Assignment »
Transcribe the records below exactly as written, from the opening line through the line that contains "Serialize what can be read in this".

Data under study »

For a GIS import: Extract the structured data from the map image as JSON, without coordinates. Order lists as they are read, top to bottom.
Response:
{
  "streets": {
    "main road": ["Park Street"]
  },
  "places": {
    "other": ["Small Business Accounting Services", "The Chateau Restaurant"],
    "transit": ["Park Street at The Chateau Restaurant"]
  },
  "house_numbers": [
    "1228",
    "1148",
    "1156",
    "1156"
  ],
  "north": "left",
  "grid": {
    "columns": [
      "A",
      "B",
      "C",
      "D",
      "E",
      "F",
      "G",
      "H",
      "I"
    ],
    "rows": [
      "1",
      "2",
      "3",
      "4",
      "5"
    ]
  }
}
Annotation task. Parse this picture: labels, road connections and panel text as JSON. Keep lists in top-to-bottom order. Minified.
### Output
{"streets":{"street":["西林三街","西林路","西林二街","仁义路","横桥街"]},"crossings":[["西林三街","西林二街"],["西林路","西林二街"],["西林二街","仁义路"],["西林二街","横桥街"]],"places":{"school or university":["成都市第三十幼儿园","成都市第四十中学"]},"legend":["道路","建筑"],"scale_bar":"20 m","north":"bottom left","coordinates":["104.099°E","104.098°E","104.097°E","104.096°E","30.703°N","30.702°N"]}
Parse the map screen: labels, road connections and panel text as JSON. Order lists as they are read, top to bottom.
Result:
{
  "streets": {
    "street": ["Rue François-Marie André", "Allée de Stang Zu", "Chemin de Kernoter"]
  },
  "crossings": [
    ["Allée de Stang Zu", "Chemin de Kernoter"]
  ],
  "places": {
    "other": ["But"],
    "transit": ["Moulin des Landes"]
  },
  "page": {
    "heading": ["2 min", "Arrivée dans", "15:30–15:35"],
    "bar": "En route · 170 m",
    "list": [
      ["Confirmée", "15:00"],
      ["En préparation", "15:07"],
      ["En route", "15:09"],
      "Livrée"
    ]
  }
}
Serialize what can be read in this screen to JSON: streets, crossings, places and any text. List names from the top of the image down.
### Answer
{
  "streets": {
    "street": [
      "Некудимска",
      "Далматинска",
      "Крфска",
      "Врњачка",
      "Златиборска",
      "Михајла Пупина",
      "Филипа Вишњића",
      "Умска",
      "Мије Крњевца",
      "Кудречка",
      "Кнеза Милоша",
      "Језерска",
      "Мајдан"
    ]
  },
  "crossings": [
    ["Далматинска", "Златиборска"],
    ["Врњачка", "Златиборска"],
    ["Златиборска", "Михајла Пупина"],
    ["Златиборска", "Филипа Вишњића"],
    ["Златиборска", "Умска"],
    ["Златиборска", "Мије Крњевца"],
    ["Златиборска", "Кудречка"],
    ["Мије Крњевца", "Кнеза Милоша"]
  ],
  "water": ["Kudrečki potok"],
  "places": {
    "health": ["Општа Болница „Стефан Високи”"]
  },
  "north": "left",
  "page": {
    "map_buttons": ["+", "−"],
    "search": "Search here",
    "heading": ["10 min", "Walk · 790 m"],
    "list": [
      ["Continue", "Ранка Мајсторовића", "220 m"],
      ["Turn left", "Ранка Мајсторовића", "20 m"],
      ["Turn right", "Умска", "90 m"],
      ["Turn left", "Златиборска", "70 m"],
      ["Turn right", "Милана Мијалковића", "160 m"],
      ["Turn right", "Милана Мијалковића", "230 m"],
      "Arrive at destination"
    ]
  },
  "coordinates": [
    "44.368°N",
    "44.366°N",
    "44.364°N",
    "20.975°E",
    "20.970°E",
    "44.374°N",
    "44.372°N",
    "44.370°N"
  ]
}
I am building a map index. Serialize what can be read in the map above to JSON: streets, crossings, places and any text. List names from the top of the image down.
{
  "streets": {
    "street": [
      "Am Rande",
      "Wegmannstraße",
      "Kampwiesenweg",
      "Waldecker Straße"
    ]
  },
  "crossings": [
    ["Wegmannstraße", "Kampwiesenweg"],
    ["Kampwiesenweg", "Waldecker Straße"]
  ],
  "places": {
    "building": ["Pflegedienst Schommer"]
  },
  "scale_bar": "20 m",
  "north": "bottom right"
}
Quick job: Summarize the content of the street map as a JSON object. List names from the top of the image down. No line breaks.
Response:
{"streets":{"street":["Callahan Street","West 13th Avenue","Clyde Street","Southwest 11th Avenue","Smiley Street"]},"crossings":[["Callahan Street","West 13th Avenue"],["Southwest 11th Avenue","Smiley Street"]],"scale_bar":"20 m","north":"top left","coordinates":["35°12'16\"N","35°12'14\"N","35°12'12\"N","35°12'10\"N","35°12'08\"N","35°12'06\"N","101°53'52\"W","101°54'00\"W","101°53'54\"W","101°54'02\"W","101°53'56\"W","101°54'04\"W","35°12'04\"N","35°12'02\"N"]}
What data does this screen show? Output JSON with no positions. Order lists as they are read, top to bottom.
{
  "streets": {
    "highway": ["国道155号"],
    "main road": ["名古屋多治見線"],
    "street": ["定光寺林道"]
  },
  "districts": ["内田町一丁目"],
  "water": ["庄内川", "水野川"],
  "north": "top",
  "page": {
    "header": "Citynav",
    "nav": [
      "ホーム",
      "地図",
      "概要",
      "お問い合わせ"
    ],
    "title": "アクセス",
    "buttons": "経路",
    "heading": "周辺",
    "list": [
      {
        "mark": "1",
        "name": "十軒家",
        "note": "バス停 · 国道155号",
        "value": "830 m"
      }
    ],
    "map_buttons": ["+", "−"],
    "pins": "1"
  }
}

Expected answer »
For a GIS import: Extract the structured data from the map image as JSON, without coordinates. Order lists as they are read, top to bottom.
Response:
{
  "streets": {
    "main road": ["Park Street"]
  },
  "places": {
    "other": ["Small Business Accounting Services", "The Chateau Restaurant"],
    "transit": ["Park Street at The Chateau Restaurant"]
  },
  "house_numbers": [
    "1228",
    "1148",
    "1156",
    "1156"
  ],
  "north": "left",
  "grid": {
    "columns": [
      "A",
      "B",
      "C",
      "D",
      "E",
      "F",
      "G",
      "H",
      "I"
    ],
    "rows": [
      "1",
      "2",
      "3",
      "4",
      "5"
    ]
  }
}
Annotation task. Parse this picture: labels, road connections and panel text as JSON. Keep lists in top-to-bottom order. Minified.
### Output
{"streets":{"street":["西林三街","西林路","西林二街","仁义路","横桥街"]},"crossings":[["西林三街","西林二街"],["西林路","西林二街"],["西林二街","仁义路"],["西林二街","横桥街"]],"places":{"school or university":["成都市第三十幼儿园","成都市第四十中学"]},"legend":["道路","建筑"],"scale_bar":"20 m","north":"bottom left","coordinates":["104.099°E","104.098°E","104.097°E","104.096°E","30.703°N","30.702°N"]}
Parse the map screen: labels, road connections and panel text as JSON. Order lists as they are read, top to bottom.
Result:
{
  "streets": {
    "street": ["Rue François-Marie André", "Allée de Stang Zu", "Chemin de Kernoter"]
  },
  "crossings": [
    ["Allée de Stang Zu", "Chemin de Kernoter"]
  ],
  "places": {
    "other": ["But"],
    "transit": ["Moulin des Landes"]
  },
  "page": {
    "heading": ["2 min", "Arrivée dans", "15:30–15:35"],
    "bar": "En route · 170 m",
    "list": [
      ["Confirmée", "15:00"],
      ["En préparation", "15:07"],
      ["En route", "15:09"],
      "Livrée"
    ]
  }
}
Serialize what can be read in this screen to JSON: streets, crossings, places and any text. List names from the top of the image down.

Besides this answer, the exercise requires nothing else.